4. Pengembangan SDM Lebih Efektif daripada Rekrutmen

Daripada terus-menerus mencari talenta baru yang semakin mahal dan sulit dijangkau, pendekatan yang lebih berkelanjutan adalah dengan mengembangkan talenta yang sudah ada di dalam organisasi. Laporan Mercer menunjukkan bahwa perusahaan yang konsisten dalam peningkatan keterampilan karyawan akan lebih siap menghadapi tantangan jangka panjang.

"Kalau kita ingin orang bertumbuh, kita harus bantu mereka merasa pertumbuhan itu dihargai," lanjut Isdar Marwan.

5. Peran Teknologi Harus Memanusiakan

Kemajuan teknologi tentu penting, terutama dalam mendukung efisiensi kerja. Namun, elemen-elemen manusiawi seperti empati, pengambilan keputusan bijak, dan relasi antarmanusia tetap tak tergantikan. Justru, teknologi seharusnya berfungsi sebagai jembatan—bukan menciptakan jurang baru dalam interaksi kerja.

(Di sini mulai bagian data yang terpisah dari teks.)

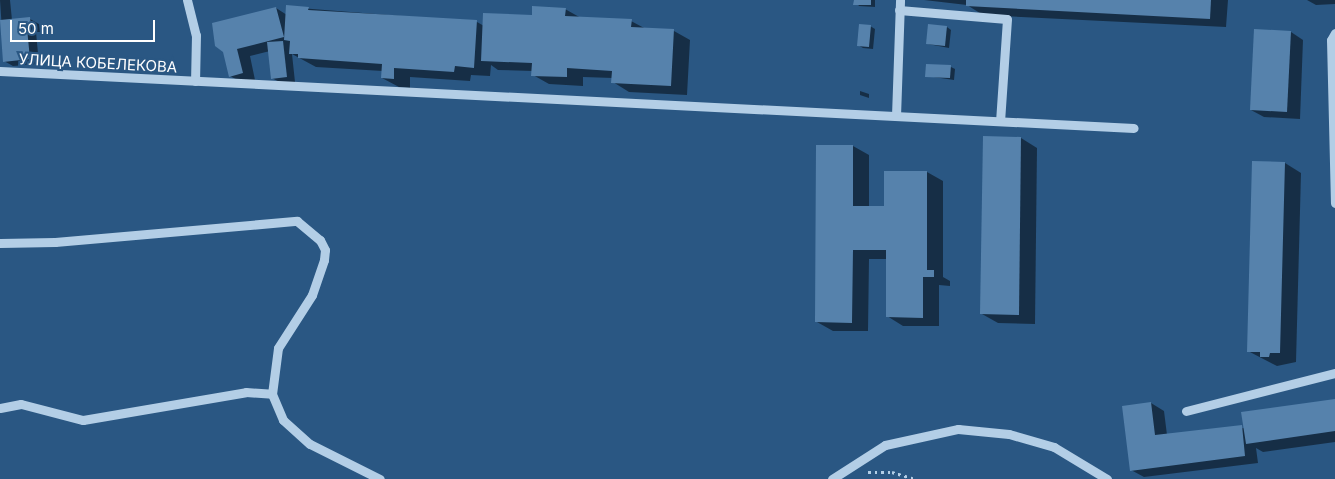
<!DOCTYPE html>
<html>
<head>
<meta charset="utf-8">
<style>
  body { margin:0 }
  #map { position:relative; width:1335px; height:479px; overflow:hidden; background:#2a5783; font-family:Inter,sans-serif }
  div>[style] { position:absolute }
  .shadow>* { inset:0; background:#0007 }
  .building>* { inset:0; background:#5682ac }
  .path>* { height:3px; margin-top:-1.5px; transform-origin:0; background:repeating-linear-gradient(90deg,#b3cee6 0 2.5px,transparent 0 6.5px) }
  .minor>* { height:9px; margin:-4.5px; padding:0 4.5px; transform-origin:4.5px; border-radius:4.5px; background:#b3cee6 }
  span { translate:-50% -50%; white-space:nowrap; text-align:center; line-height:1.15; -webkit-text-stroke:4.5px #2a5783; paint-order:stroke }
  .street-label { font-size:15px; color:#fff }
  .scale { position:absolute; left:10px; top:20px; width:145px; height:22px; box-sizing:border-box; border:2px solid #fff; border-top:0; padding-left:6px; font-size:15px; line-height:18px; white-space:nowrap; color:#fff; -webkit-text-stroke:4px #2a5783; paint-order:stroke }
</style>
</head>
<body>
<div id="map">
  <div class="shadow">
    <i style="clip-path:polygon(0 0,10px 0,12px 20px,30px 19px,39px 24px,40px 32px,36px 32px,39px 64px,13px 66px,4px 61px)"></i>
    <i style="clip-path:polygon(855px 0,875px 0,875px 7px,859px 6px)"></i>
    <i style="clip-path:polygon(924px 0,1228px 0,1226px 27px,983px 15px,967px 5px)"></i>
    <i style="clip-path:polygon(1307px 0,1335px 0,1335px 4px,1316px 5px)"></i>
    <i style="clip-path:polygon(287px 7px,477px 22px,484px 26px,565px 9px,581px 18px,631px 21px,646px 29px,674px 31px,690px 40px,687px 95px,629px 92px,613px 82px,613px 78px,583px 77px,583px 86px,549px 84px,533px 75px,533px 71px,498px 70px,491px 65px,490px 76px,471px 75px,470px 81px,410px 77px,410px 88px,399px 87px,382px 78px,383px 71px,316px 67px,292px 54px,295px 82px,281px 83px,272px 78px,270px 51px,250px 56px,255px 80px,243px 83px,230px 76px,224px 52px,276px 8px,287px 15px)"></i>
    <i style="clip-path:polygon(870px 26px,875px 29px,873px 49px,863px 48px,858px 45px)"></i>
    <i style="clip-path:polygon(947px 27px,951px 30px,949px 48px,928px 44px)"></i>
    <i style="clip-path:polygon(1291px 32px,1303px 40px,1300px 119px,1264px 117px,1251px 110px)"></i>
    <i style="clip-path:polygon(951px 67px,955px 69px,954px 80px,927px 76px)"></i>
    <i style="clip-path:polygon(860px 91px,869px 94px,869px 98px,860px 95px)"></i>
    <i style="clip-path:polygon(1021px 138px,1037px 148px,1035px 324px,998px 323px,982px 314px)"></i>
    <i style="clip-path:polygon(853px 146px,869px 155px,869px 207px,885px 207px,885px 172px,927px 172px,943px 181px,943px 277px,950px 281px,950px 286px,939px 285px,939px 326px,903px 326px,887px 316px,887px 259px,869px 259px,868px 331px,833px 331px,817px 322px)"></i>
    <i style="clip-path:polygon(1285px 163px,1301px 173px,1296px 362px,1277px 366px,1248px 351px)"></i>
    <i style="clip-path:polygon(1335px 400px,1335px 442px,1263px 452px,1256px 448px,1258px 463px,1144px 477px,1131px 470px,1151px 403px,1164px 411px,1167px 435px,1245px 428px)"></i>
  </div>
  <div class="building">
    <i style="clip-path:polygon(854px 0,871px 0,871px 5px,853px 5px)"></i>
    <i style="clip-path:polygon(966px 0,1211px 0,1210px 19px,966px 6px)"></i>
    <i style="clip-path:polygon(286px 5px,309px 7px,308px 10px,477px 20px,474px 68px,455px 66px,454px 72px,394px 68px,394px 79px,381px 78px,382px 64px,298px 58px,298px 54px,289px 54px,290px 41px,284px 40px)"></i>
    <i style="clip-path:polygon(532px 6px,566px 8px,565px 16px,632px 19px,631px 27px,674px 29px,671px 86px,611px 83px,612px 71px,567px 68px,567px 77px,531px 76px,532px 63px,481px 61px,483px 13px,532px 15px)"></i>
    <i style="clip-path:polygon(276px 7px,284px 37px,237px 49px,243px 73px,229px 77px,223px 52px,215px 46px,212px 23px)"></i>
    <i style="clip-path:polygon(30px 17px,31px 27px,27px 28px,30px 59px,3px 62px,0 20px)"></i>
    <i style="clip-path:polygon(859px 24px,871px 25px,869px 47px,857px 46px)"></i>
    <i style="clip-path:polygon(928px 24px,947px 26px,945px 46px,926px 44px)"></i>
    <i style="clip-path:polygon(1254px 29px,1291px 31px,1287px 112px,1250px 110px)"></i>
    <i style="clip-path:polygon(283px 41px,287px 77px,271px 79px,267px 42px)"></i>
    <i style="clip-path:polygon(926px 64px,951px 65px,950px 78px,925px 77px)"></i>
    <i style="clip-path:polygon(983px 136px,1021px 137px,1019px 315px,980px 314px)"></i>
    <i style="clip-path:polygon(816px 145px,853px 145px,853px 206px,884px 206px,884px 171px,927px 171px,927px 270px,934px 270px,934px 277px,923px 277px,923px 318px,886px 317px,886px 250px,853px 250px,852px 323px,815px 322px)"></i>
    <i style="clip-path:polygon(1252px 161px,1285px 162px,1280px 353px,1270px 353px,1269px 357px,1260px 357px,1260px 352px,1247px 352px)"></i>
    <i style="clip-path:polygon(1335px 399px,1335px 431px,1246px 444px,1241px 412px)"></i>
    <i style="clip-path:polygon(1151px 402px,1155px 435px,1242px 425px,1245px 456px,1130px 471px,1122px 406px)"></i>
  </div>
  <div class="path">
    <i style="left:868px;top:472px;width:24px"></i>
    <i style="left:892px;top:472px;width:24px;rotate:17deg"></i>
  </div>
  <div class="minor">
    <i style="left:187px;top:0;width:36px;rotate:76deg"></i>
    <i style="left:196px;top:35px;width:46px;rotate:91.2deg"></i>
    <i style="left:899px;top:10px;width:108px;rotate:4.8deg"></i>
    <i style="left:1007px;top:19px;width:102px;rotate:93.9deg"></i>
    <i style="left:1335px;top:33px;width:8px;rotate:120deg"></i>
    <i style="left:1331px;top:40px;width:163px;rotate:88.6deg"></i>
    <i style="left:0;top:71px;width:1135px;rotate:2.88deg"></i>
    <i style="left:896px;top:116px;width:116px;rotate:-88deg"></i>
    <i style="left:0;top:243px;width:55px;rotate:-1deg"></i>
    <i style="left:55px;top:242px;width:243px;rotate:-5deg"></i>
    <i style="left:297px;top:221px;width:30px;rotate:40deg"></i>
    <i style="left:320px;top:240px;width:11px;rotate:63deg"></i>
    <i style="left:325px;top:250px;width:10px;rotate:96deg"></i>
    <i style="left:324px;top:260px;width:37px;rotate:109deg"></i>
    <i style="left:312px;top:295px;width:63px;rotate:122.7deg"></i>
    <i style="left:278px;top:348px;width:46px;rotate:97.4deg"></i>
    <i style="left:272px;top:394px;width:28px;rotate:67deg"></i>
    <i style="left:283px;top:420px;width:36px;rotate:42deg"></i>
    <i style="left:310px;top:444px;width:78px;rotate:26.6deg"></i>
    <i style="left:0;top:408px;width:21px;rotate:-11deg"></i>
    <i style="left:21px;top:404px;width:64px;rotate:14.5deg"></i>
    <i style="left:83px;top:420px;width:165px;rotate:-9.7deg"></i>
    <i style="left:246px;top:392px;width:26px;rotate:4deg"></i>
    <i style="left:1186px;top:411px;width:154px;rotate:-14.3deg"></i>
    <i style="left:832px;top:479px;width:63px;rotate:-32.7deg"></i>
    <i style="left:885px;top:445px;width:75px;rotate:-12.4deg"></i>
    <i style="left:958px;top:429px;width:51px;rotate:5.6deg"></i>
    <i style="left:1009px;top:434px;width:47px;rotate:16.1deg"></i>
    <i style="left:1054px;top:447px;width:62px;rotate:31.1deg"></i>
  </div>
  <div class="street-label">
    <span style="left:98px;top:63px;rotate:3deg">УЛИЦА КОБЕЛЕКОВА</span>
  </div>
  <div class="scale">50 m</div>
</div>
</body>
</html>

Baca Juga: Mendorong Budaya Kerja Inklusif Lewat Ketentuan Paternity dan Maternity Leave

6. Budaya Kerja yang Konsisten

Budaya kerja yang kuat tidak bisa hanya menjadi jargon atau kutipan manis di dinding kantor. Ia harus terlihat dalam sikap pemimpin, proses promosi, hingga sistem evaluasi kerja. Sayangnya, banyak perusahaan masih belum menanamkan nilai-nilai budaya ini secara nyata dan menyeluruh.

"Kalau kita mau bicara budaya, ukurannya bukan seberapa bagus kalimatnya, tapi seberapa nyata dijalankan," ungkap Isdar Marwan lagi.

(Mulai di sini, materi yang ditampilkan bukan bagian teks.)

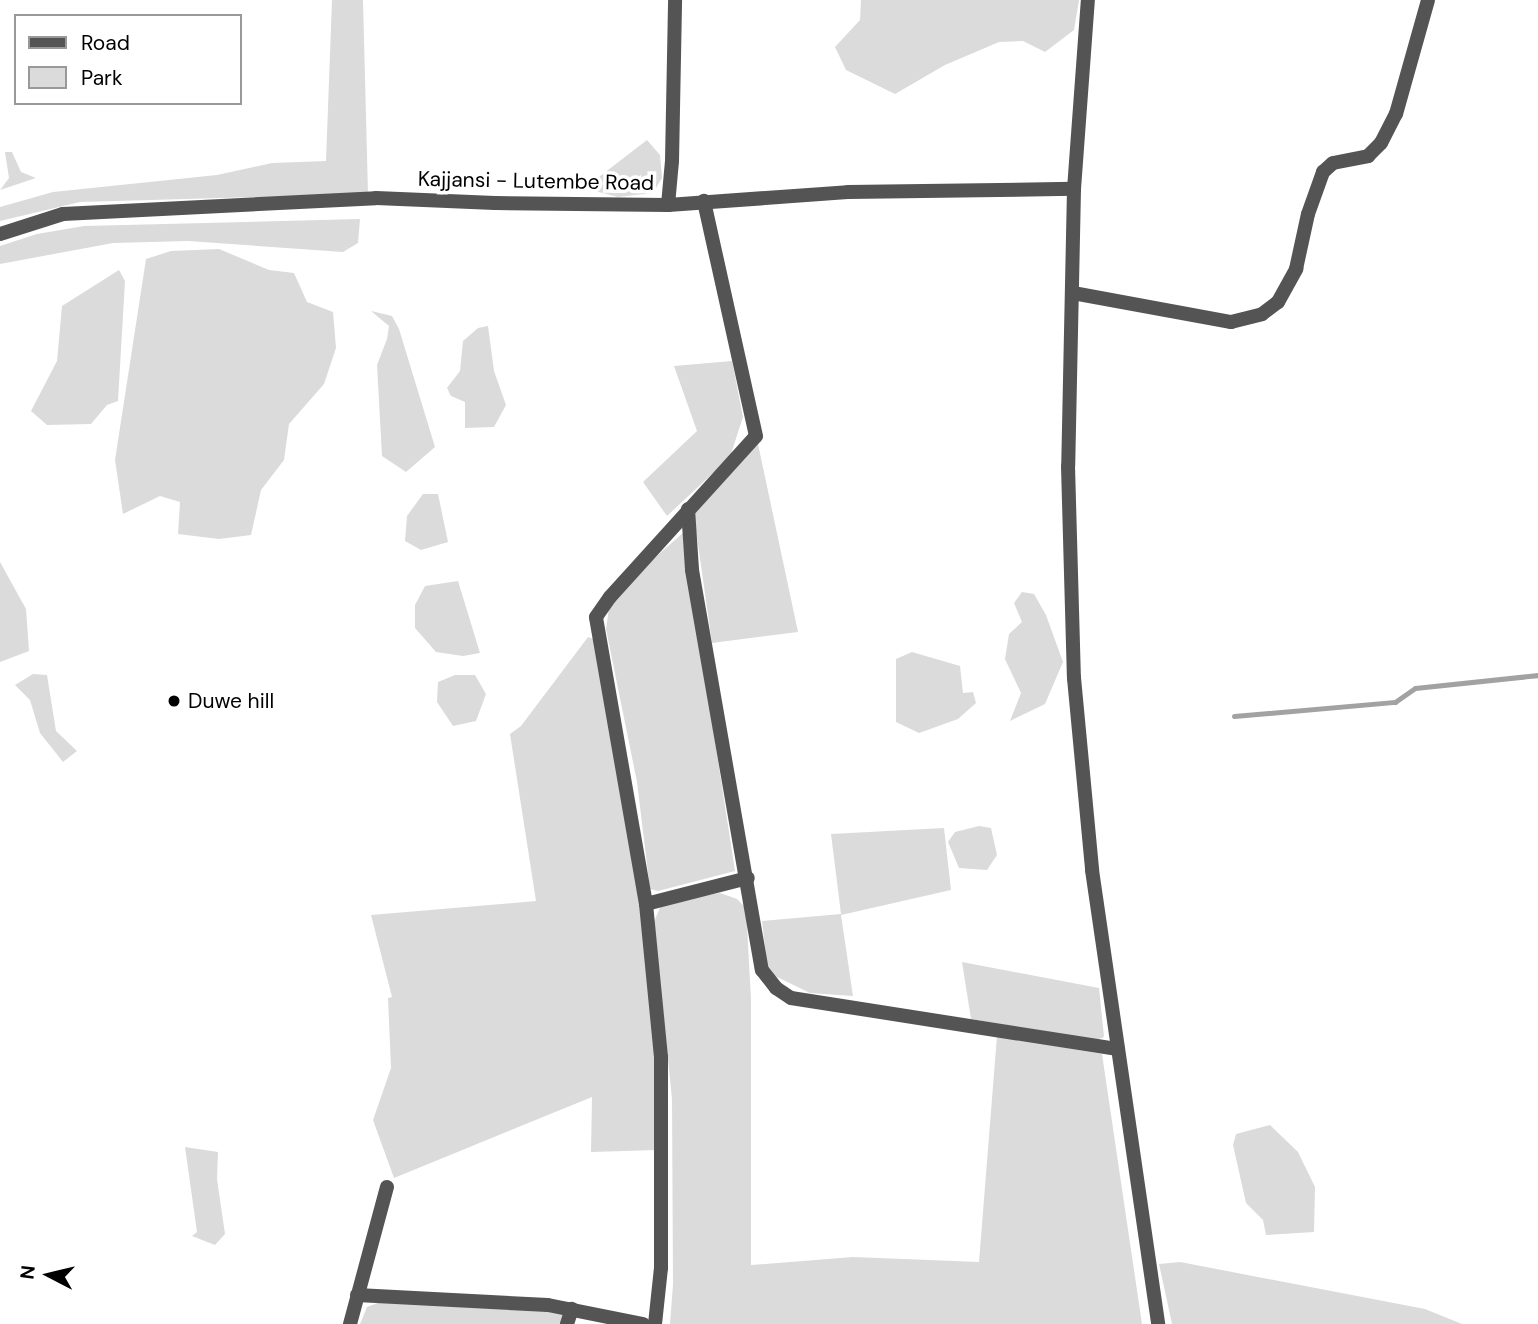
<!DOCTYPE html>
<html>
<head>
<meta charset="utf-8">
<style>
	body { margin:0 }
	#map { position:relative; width:1538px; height:1324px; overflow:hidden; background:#fff; font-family:"DM Sans",sans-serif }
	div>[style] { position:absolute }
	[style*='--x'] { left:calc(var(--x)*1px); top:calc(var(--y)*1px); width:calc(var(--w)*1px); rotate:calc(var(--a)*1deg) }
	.green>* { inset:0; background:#dbdbdb }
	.stream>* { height:5px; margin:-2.5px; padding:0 2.5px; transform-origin:2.5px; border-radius:2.5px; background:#a2a2a2 }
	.minor>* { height:14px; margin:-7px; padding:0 7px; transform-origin:7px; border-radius:7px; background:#545454 }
	.tertiary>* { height:14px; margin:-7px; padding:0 7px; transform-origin:7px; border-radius:7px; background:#545454 }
	.dots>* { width:19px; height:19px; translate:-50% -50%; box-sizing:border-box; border:4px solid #fff; border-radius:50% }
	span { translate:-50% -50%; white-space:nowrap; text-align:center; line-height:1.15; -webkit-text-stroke:7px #fff; paint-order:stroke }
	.street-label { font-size:21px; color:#000 }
	.poi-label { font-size:21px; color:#000 }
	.left { translate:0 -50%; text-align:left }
	.legend { position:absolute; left:14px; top:14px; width:228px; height:91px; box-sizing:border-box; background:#fff; border:2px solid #999; margin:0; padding:9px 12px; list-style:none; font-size:21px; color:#000 }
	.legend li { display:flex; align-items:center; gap:14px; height:35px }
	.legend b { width:35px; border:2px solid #999 }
	.north { position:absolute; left:14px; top:1240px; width:70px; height:70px; -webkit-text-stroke:5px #fff; paint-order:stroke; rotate:277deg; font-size:19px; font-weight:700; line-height:28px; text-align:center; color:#000 }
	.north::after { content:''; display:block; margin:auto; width:24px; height:32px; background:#000; clip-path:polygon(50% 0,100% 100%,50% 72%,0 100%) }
</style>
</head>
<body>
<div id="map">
	<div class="green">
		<div style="clip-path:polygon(332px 0,363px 0,368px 194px,80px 202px,0 221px,0 207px,53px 192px,217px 175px,272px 163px,326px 161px)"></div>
		<div style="clip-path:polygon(861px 0,1079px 0,1074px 30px,1045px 52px,1023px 41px,999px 42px,945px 65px,895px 94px,846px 70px,835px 47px,860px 20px)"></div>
		<div style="clip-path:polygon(647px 140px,660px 155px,662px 178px,653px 193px,618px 197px,595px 191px,595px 180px)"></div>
		<div style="clip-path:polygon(5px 152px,12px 152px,21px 172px,36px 178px,0 190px,9px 178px)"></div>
		<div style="clip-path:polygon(360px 219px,358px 243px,343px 252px,188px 241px,113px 243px,0 264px,0 246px,37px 234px,84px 226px)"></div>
		<div style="clip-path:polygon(219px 249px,269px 270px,294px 273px,307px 302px,333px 312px,336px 348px,324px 384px,289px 424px,284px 460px,261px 490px,251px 535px,219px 539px,178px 534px,180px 502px,160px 496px,123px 514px,115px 460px,146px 259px,171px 251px)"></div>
		<div style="clip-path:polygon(119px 270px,125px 281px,118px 401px,107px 405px,91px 424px,47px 425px,31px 411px,57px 361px,62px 306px)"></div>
		<div style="clip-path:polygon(371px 311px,392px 316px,399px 329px,435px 447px,406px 472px,382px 456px,377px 365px,387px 339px,389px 326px)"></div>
		<div style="clip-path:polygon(488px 326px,494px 371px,506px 405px,494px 427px,465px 428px,465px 402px,451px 396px,447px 388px,460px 371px,463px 341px,478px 328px)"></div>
		<div style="clip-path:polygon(732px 361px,743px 417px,730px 457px,667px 516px,643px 482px,697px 431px,674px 366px)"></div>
		<div style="clip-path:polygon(758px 444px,798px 632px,712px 643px,694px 516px,705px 496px)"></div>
		<div style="clip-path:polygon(423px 494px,438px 494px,448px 542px,421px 550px,405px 541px,407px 516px)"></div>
		<div style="clip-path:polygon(683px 533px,735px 871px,658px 891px,650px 889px,637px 782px,606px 629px,609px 608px,651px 561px)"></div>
		<div style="clip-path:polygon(0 562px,26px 609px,29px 651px,0 662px)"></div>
		<div style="clip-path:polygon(458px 581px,480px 653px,463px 656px,436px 652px,415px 628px,415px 605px,425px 586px)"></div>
		<div style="clip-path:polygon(1022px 592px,1034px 594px,1046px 615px,1063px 662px,1045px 704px,1010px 721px,1021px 693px,1005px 659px,1009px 634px,1022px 622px,1014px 603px)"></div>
		<div style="clip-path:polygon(588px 637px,594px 639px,638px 881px,659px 1086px,657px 1150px,591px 1152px,592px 1097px,394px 1178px,373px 1120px,391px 1068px,388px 998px,392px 997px,371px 915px,536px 901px,510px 734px,521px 726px)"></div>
		<div style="clip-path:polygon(912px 652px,960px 666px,963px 693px,973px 692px,976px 703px,958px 719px,919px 733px,896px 722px,896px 659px)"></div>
		<div style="clip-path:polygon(33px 674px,47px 675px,56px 731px,77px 751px,63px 762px,40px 733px,30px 700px,15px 685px)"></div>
		<div style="clip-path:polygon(455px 675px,475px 675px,486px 694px,476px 721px,453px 726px,437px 702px,438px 682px)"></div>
		<div style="clip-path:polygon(979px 826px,991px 828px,997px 855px,987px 870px,959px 868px,948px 842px,955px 832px)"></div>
		<div style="clip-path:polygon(944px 828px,951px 890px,841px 915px,853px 996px,810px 993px,775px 976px,767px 964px,762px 921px,841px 914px,831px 834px)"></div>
		<div style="clip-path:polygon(720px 893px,737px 899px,746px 908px,751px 999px,751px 1265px,853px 1257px,979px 1262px,997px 1036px,1102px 1054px,1142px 1324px,670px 1324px,673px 1284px,672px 1099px,654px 922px,661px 905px,680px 899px)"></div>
		<div style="clip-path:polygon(962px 962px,1099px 988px,1104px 1037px,1097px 1040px,971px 1019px)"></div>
		<div style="clip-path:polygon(1270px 1125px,1298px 1152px,1315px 1187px,1314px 1232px,1266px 1235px,1263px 1220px,1246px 1203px,1233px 1145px,1236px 1134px)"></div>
		<div style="clip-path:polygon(185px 1147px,218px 1152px,217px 1179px,225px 1234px,215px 1245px,192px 1236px,197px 1232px)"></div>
		<div style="clip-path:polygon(1180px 1262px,1425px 1309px,1462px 1324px,1172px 1324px,1159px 1264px)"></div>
		<div style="clip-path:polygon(383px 1301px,565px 1311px,562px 1324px,360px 1324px,367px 1307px)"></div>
	</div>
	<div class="stream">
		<div style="--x:1234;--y:716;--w:162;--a:-5"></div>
		<div style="--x:1395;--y:702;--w:24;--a:-35"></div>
		<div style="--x:1415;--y:688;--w:124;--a:-6"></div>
	</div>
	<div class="minor">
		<div style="--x:1074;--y:189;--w:190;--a:-85.8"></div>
		<div style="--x:668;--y:205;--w:44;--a:-84.8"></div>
		<div style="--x:672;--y:161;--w:161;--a:-88.9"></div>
		<div style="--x:1073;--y:293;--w:161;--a:10.4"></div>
		<div style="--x:1231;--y:322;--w:32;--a:-14"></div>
		<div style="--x:1262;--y:314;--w:20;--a:-37"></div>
		<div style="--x:1278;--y:302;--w:38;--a:-61"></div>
		<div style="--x:1296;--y:269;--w:56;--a:-77.7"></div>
		<div style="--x:1308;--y:214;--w:45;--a:-70.3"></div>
		<div style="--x:1323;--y:172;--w:13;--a:-42"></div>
		<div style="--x:1333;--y:163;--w:36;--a:-11"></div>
		<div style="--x:1368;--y:156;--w:18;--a:-45"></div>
		<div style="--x:1381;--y:143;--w:33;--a:-63"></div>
		<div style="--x:1396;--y:114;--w:118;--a:-74.3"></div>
		<div style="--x:688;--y:509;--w:61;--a:86.2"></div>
		<div style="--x:692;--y:570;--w:406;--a:80.1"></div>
		<div style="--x:762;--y:970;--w:23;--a:52"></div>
		<div style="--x:776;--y:988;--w:18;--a:34"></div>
		<div style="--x:791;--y:998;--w:331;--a:8.9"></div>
		<div style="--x:646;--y:904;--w:105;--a:-14.3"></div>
		<div style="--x:357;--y:1295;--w:191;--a:3"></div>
		<div style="--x:548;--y:1305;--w:97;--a:11.3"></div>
		<div style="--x:350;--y:1324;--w:142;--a:-74.9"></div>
		<div style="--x:567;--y:1324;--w:16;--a:-72"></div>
		<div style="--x:655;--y:1324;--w:56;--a:-83.9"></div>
		<div style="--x:661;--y:1268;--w:211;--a:-90"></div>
		<div style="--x:661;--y:1057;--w:154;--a:-95.6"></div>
		<div style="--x:646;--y:904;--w:291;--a:-99.9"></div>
		<div style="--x:596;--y:617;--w:24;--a:-55"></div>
		<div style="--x:610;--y:597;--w:217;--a:-47.8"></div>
		<div style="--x:756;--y:436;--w:241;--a:-102.5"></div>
	</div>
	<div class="tertiary">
		<div style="--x:0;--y:234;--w:66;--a:-17.6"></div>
		<div style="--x:63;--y:214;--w:313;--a:-2.9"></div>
		<div style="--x:376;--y:198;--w:119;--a:2.4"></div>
		<div style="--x:495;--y:203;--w:173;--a:0.7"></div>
		<div style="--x:668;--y:205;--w:180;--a:-4.1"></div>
		<div style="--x:848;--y:192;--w:226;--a:-0.8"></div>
		<div style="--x:1074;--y:189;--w:277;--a:91.2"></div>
		<div style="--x:1068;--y:466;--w:212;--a:88.4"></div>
		<div style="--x:1074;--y:678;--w:193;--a:84.6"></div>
		<div style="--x:1092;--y:870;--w:459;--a:81.7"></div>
	</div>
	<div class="dots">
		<div style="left:174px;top:701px;background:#000"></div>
	</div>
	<div class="street-label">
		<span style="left:536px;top:181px;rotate:1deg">Kajjansi - Lutembe Road</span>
	</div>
	<div class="poi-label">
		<span class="left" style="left:188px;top:701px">Duwe hill</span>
	</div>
	<ul class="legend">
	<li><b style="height:9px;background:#545454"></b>Road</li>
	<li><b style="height:19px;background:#dbdbdb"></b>Park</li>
	</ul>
	<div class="north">N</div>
</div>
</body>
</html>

Laporan ini menyiratkan bahwa membangun masa depan kerja tidak cukup hanya dengan mengandalkan teknologi atau target pertumbuhan. Dibutuhkan pendekatan yang lebih menyeluruh—memadukan kejelasan visi, kepercayaan antara karyawan dan perusahaan, serta komitmen untuk memanusiakan tempat kerja.

Perusahaan yang berani berinvestasi pada manusianya dan menjalankan prinsip keadilan serta empati akan lebih siap menghadapi tantangan masa depan, seberat apa pun itu.